When you have gone through the records, report how many lines include "button", giving the number and nothing more.

** Records for the exercise follows **

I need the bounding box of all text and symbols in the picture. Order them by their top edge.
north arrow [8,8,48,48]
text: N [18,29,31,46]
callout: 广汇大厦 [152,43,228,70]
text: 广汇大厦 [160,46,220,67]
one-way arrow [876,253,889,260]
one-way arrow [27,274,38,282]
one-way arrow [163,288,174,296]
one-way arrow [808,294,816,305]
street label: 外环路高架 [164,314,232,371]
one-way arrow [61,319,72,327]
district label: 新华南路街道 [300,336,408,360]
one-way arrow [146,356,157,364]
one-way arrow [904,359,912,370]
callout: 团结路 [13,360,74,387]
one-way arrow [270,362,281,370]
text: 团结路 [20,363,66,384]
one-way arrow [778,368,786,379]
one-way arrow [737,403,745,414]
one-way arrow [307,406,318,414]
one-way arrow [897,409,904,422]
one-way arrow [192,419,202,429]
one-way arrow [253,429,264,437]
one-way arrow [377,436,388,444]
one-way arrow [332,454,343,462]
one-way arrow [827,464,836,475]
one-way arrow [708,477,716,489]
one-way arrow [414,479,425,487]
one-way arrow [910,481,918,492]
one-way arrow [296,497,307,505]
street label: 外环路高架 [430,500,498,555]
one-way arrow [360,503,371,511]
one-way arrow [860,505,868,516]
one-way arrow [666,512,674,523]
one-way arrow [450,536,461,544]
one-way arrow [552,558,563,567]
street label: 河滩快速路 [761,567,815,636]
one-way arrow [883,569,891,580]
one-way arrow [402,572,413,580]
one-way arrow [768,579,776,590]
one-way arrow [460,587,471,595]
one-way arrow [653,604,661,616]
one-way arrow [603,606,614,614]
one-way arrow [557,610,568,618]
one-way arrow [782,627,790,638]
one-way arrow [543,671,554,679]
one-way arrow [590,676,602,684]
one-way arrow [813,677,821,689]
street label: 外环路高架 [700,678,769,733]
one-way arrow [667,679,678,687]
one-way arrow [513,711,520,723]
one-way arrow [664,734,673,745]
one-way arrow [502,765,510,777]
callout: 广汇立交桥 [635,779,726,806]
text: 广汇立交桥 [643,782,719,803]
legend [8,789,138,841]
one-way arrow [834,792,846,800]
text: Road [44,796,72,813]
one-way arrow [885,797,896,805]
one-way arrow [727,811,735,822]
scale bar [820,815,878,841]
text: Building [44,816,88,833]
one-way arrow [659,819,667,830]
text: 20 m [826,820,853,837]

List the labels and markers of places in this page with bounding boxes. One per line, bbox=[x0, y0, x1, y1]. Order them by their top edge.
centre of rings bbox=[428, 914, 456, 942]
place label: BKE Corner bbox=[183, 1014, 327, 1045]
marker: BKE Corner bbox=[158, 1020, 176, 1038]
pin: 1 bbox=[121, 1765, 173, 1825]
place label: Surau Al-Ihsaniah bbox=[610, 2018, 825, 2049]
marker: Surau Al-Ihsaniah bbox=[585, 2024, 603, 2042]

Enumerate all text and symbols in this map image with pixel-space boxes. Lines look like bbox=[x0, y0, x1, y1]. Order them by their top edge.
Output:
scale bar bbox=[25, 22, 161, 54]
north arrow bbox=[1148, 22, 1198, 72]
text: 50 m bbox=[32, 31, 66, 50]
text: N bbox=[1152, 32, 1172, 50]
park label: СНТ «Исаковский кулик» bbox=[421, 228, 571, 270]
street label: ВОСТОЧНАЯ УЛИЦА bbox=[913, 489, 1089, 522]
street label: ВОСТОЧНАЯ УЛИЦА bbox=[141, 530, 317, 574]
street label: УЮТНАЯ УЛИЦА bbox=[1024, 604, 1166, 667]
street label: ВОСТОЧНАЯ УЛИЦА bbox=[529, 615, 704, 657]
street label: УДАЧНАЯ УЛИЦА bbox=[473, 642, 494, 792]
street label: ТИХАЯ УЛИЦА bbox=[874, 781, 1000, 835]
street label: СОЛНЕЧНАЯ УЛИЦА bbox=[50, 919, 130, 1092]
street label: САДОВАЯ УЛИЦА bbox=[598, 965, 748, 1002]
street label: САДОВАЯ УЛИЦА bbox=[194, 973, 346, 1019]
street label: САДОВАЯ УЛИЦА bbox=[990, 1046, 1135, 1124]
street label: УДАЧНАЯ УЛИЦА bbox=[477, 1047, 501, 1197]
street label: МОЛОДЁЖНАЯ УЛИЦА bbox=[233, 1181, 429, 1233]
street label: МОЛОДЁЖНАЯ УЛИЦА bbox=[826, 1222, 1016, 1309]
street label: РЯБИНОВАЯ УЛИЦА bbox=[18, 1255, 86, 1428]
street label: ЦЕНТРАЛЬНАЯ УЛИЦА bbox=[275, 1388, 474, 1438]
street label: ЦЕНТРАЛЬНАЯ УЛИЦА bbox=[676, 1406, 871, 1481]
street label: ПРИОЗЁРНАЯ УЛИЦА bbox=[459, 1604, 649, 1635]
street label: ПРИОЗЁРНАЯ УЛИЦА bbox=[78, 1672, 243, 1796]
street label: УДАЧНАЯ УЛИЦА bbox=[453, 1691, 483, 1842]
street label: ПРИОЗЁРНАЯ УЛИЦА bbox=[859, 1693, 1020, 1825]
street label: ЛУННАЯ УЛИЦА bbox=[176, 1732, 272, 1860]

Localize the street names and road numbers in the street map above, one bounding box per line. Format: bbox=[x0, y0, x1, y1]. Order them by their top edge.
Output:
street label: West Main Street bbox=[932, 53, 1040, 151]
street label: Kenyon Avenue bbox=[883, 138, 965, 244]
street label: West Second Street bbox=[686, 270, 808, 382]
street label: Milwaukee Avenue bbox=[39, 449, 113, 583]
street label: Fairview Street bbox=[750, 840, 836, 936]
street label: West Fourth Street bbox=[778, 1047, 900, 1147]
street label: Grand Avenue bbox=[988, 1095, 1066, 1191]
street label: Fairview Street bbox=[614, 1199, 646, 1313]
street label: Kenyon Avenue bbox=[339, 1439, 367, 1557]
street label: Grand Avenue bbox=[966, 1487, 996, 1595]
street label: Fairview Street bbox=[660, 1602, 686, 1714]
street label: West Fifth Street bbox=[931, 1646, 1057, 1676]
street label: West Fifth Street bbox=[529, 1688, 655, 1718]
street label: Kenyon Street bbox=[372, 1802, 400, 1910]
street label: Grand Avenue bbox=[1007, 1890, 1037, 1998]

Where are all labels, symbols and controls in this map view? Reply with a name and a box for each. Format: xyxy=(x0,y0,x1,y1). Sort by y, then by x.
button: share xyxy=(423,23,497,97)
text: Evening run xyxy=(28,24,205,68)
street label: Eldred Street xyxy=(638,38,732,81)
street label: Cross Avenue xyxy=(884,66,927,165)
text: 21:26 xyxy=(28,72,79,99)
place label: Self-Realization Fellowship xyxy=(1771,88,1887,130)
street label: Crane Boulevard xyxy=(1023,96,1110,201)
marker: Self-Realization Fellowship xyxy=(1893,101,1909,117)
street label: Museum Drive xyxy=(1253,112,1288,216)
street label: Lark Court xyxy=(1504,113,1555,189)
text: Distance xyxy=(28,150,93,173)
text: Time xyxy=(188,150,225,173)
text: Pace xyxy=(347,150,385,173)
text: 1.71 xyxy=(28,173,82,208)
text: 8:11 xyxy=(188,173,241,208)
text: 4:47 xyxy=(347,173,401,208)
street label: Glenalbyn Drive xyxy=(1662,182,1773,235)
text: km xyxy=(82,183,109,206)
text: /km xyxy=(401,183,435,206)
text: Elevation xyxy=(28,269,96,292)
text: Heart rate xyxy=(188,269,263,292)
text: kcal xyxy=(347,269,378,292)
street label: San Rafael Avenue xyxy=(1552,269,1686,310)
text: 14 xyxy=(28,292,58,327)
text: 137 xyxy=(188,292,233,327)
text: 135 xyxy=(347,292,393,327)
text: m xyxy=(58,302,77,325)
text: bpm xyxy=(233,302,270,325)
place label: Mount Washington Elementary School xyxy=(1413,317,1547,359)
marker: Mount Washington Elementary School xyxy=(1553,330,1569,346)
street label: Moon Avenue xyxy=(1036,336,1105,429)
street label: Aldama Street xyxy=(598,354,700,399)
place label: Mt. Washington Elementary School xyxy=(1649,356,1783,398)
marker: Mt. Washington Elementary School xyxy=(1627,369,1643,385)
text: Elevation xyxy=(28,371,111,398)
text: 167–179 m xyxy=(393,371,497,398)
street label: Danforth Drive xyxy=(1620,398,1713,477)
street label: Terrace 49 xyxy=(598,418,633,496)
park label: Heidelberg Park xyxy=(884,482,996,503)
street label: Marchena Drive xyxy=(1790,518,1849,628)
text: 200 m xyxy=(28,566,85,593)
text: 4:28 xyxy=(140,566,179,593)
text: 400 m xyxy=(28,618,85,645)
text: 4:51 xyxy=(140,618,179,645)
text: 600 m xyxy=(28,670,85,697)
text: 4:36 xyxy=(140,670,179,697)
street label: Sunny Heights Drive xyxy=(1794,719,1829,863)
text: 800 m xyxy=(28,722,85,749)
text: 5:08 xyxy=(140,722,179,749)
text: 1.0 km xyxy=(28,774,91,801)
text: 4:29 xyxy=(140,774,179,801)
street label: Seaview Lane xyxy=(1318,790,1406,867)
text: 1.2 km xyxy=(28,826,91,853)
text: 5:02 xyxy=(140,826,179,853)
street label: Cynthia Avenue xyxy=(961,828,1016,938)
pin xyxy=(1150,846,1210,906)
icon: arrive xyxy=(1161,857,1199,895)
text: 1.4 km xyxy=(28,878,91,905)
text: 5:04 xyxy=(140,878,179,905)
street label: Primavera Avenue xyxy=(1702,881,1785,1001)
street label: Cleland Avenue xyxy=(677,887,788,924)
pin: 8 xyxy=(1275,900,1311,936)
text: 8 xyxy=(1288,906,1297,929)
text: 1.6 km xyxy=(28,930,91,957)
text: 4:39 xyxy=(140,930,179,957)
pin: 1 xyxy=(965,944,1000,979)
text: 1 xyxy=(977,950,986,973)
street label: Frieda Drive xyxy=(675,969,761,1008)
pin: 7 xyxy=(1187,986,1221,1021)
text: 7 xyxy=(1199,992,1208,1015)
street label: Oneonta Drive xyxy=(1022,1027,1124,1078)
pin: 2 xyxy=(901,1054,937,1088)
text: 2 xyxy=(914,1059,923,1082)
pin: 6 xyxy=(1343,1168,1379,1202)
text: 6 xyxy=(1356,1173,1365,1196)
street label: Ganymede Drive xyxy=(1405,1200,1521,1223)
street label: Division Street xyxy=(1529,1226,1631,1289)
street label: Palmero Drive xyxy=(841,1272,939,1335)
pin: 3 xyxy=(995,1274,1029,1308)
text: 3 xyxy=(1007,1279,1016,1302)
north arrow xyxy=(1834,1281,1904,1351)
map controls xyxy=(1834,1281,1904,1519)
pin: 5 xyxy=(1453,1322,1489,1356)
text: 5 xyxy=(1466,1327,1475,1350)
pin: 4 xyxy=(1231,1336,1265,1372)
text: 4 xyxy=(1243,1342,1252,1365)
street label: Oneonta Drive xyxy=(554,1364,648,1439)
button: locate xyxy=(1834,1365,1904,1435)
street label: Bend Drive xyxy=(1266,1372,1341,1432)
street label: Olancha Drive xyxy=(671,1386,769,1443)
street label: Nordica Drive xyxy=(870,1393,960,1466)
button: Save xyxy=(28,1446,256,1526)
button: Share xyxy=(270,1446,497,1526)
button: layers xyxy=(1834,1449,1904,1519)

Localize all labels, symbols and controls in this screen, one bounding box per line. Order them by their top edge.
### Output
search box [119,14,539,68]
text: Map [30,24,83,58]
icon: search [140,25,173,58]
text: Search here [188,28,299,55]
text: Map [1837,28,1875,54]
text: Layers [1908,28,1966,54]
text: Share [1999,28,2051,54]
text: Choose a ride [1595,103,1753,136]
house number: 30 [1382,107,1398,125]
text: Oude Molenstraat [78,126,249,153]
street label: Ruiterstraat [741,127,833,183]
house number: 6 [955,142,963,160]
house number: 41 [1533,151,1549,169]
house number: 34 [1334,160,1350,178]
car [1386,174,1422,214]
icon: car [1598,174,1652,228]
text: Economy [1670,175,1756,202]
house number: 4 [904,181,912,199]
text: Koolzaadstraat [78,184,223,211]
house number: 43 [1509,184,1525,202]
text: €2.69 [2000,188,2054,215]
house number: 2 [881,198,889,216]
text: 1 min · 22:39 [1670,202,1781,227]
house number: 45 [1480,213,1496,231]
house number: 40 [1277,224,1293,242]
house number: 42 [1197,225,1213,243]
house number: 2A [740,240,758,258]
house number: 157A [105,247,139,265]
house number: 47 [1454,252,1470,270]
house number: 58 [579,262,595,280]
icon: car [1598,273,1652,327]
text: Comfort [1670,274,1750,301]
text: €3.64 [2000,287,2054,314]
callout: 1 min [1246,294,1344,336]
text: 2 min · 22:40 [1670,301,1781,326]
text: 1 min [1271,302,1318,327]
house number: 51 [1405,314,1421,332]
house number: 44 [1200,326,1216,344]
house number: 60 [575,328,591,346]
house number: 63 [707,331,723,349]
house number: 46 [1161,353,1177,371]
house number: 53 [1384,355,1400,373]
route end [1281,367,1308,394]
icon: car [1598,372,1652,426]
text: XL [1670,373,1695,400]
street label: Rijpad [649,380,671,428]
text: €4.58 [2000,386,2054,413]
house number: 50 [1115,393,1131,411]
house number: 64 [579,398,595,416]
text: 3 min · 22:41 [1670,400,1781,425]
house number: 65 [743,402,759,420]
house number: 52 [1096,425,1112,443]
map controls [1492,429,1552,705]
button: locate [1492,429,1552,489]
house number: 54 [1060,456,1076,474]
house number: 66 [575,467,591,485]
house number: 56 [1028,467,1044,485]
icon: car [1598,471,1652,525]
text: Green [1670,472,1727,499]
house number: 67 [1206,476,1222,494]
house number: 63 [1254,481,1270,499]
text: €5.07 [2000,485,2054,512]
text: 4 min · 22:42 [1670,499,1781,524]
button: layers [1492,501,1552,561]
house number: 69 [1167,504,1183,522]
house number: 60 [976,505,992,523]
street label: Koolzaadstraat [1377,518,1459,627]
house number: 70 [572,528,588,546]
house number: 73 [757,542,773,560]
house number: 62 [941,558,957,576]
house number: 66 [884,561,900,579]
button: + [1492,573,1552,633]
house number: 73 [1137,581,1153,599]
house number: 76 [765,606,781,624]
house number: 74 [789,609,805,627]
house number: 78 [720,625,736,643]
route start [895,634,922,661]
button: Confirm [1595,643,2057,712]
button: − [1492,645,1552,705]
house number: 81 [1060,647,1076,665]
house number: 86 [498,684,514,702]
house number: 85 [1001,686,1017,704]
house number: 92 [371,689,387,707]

** End of Records for the exercise **

== Task response ==
10